Many of you may know that I have a strong dislike for chapters full of gear and guns in RPGs. It's my least favorite part of writing anything, that point where I feel I need to obsessively list out all of the different kinds of weapon or high hard boot or ten foot pole. Fills me with ennui. So the problem I'm currently facing is: can a science fiction RPG do without?

Given that I'm setting #PillarOfFire in a far-future setting, with generation ships, sentient AI, weird alien technology, and so forth, it's clearly a big deal if I don't actually cover the tech level and what is and isn't available in terms of equipment, vehicles, and weapons.
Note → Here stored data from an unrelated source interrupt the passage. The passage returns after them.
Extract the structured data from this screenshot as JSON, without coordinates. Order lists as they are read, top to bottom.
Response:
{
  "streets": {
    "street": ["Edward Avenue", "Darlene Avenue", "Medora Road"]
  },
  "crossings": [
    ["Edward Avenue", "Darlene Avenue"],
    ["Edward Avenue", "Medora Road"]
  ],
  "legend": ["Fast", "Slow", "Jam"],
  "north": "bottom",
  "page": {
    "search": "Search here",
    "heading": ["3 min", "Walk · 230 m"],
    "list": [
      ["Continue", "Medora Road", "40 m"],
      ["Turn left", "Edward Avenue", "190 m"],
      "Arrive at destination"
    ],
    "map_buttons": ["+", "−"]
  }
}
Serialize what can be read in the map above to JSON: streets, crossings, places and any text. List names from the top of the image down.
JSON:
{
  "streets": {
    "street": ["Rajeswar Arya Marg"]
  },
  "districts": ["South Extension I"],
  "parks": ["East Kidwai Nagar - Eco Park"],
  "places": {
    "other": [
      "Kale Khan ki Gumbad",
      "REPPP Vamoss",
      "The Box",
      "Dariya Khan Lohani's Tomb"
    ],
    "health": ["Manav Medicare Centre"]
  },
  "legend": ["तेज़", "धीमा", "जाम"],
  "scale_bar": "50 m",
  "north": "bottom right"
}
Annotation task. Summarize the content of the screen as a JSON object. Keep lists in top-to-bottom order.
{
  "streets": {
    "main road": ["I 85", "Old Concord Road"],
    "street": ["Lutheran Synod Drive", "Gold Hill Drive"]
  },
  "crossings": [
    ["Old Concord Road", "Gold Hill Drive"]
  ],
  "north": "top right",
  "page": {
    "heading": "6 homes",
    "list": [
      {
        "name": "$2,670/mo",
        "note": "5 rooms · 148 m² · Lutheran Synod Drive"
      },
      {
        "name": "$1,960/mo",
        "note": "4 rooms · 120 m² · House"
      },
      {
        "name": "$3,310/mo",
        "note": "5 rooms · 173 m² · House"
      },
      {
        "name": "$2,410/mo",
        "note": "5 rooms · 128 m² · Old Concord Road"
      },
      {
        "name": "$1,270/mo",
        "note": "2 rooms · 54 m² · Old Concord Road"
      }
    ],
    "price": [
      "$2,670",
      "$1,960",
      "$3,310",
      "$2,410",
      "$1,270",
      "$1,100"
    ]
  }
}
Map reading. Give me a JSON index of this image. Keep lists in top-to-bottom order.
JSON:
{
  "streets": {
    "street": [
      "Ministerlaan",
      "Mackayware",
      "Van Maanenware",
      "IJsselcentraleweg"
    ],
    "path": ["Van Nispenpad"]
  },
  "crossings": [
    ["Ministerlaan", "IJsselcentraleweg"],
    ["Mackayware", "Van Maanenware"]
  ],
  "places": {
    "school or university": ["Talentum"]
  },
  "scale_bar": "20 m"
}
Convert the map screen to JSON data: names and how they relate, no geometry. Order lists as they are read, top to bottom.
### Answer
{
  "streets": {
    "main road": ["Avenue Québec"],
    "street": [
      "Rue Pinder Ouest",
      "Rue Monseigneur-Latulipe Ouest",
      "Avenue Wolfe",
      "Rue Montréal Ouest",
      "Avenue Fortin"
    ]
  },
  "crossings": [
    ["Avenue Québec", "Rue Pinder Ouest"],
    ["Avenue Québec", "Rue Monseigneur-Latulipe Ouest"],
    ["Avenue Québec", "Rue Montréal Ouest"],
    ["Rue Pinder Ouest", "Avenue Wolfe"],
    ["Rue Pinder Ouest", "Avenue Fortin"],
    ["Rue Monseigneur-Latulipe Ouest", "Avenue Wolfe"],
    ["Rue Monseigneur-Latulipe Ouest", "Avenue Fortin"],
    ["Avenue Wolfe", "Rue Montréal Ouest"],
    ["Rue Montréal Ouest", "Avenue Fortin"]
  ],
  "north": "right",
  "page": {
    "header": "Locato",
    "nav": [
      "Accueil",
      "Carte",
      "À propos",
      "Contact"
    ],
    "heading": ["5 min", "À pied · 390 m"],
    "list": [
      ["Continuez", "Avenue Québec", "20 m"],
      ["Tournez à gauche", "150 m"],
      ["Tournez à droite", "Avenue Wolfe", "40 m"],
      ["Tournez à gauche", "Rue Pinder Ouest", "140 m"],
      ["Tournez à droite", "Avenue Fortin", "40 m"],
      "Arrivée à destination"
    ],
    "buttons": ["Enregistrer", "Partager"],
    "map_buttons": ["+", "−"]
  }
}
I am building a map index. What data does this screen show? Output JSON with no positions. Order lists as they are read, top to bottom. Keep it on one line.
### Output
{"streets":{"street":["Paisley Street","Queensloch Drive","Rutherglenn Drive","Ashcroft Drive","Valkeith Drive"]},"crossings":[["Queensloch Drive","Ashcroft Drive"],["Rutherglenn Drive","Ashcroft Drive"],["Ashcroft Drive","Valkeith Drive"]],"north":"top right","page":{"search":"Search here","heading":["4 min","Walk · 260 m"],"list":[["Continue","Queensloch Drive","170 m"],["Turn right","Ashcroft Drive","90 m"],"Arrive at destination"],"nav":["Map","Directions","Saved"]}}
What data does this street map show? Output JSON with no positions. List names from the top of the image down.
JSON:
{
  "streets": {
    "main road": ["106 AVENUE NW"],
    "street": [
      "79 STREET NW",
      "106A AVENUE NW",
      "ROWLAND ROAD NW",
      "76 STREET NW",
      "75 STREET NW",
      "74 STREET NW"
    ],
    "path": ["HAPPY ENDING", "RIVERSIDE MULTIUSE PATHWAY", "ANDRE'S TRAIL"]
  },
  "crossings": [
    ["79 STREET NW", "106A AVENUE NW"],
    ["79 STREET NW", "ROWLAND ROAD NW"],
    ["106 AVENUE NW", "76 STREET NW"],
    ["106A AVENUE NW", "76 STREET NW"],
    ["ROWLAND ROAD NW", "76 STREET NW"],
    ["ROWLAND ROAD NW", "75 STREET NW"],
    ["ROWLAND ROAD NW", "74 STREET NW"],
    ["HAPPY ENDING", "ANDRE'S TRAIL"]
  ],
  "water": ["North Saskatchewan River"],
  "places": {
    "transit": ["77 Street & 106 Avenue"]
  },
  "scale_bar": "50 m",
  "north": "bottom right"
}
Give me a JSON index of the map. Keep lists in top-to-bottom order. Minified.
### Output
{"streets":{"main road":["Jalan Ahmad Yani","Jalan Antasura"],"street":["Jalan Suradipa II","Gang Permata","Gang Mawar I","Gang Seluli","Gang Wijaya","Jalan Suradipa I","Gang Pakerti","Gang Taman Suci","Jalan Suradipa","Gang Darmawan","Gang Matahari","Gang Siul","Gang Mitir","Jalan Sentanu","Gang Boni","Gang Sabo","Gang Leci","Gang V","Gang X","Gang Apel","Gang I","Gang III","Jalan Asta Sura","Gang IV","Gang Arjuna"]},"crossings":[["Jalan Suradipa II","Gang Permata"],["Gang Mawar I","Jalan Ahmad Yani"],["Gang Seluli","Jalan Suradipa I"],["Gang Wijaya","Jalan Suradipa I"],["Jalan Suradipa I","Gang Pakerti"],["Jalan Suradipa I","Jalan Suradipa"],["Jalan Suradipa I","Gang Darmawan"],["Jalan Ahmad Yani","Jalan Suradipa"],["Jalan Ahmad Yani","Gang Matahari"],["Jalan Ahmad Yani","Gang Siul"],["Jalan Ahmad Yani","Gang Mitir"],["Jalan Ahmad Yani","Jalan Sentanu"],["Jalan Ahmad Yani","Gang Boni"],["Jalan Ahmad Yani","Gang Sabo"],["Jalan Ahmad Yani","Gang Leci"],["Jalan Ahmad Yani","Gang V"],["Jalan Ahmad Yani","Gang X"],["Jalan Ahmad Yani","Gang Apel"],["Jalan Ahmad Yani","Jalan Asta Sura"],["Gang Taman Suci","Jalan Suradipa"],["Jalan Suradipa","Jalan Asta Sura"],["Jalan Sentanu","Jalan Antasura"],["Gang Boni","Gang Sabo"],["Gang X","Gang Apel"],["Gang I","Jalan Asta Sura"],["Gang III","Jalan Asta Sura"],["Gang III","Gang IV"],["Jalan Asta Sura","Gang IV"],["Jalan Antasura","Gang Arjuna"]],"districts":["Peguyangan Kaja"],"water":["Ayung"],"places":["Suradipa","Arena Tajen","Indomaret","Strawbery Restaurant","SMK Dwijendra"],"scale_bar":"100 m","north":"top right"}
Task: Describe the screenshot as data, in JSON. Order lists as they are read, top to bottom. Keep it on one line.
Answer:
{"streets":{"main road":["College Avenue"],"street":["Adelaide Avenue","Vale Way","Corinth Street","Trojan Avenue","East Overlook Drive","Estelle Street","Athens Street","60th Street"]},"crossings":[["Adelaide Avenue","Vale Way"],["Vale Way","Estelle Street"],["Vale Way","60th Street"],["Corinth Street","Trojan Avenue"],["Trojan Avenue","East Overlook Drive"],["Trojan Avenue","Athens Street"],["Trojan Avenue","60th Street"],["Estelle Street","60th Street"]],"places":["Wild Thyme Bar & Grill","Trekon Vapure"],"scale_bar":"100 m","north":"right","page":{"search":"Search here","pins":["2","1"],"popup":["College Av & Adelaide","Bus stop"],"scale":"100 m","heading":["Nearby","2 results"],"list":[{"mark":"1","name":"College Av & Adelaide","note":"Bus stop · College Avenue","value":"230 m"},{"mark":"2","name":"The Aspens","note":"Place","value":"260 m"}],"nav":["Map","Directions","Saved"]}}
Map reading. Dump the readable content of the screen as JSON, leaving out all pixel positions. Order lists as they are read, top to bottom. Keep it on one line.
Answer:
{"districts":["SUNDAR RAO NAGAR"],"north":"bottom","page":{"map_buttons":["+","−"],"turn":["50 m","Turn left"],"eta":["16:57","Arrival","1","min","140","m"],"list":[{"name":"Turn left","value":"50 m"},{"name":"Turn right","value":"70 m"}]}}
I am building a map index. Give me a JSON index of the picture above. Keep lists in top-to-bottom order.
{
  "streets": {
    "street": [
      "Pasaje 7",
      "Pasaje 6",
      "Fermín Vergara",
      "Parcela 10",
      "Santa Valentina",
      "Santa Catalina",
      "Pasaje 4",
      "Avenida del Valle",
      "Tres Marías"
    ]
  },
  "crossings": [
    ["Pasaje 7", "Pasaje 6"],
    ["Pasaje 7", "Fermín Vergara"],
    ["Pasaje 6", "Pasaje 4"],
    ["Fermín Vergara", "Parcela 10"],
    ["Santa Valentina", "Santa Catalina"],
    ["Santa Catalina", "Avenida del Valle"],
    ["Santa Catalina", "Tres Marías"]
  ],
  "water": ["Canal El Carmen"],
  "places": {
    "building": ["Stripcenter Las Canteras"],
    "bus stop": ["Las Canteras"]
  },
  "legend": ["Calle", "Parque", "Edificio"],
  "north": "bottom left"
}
But I'm running into my own resistance when it comes to this stuff. I don't want a big chapter of lists and charts, but how can I avoid it?

One solution might be to not delineate any of this at all, just to say "well you know, it's space" and have GMs hand wave it. But that's weak sauce.

Surely, a thousand years from now when we're all genetically diverse from generations of bio-engineering and selective breeding and the singularity has already come and gone, we're not going to have gun manufacturer companies putting out specific models of blaster or whatever. Right?

So perhaps the other solution is to promote a truly diverse technological environment where the basic building blocks of technology exists but is molded, adapted, shaped, and grown to suit utility and purpose. I can therefore define the limits of this proto-tech, allow players to configure what they like and present it like a sort of far-future technological LEGO set.

Thoughts and comments welcome on this subject!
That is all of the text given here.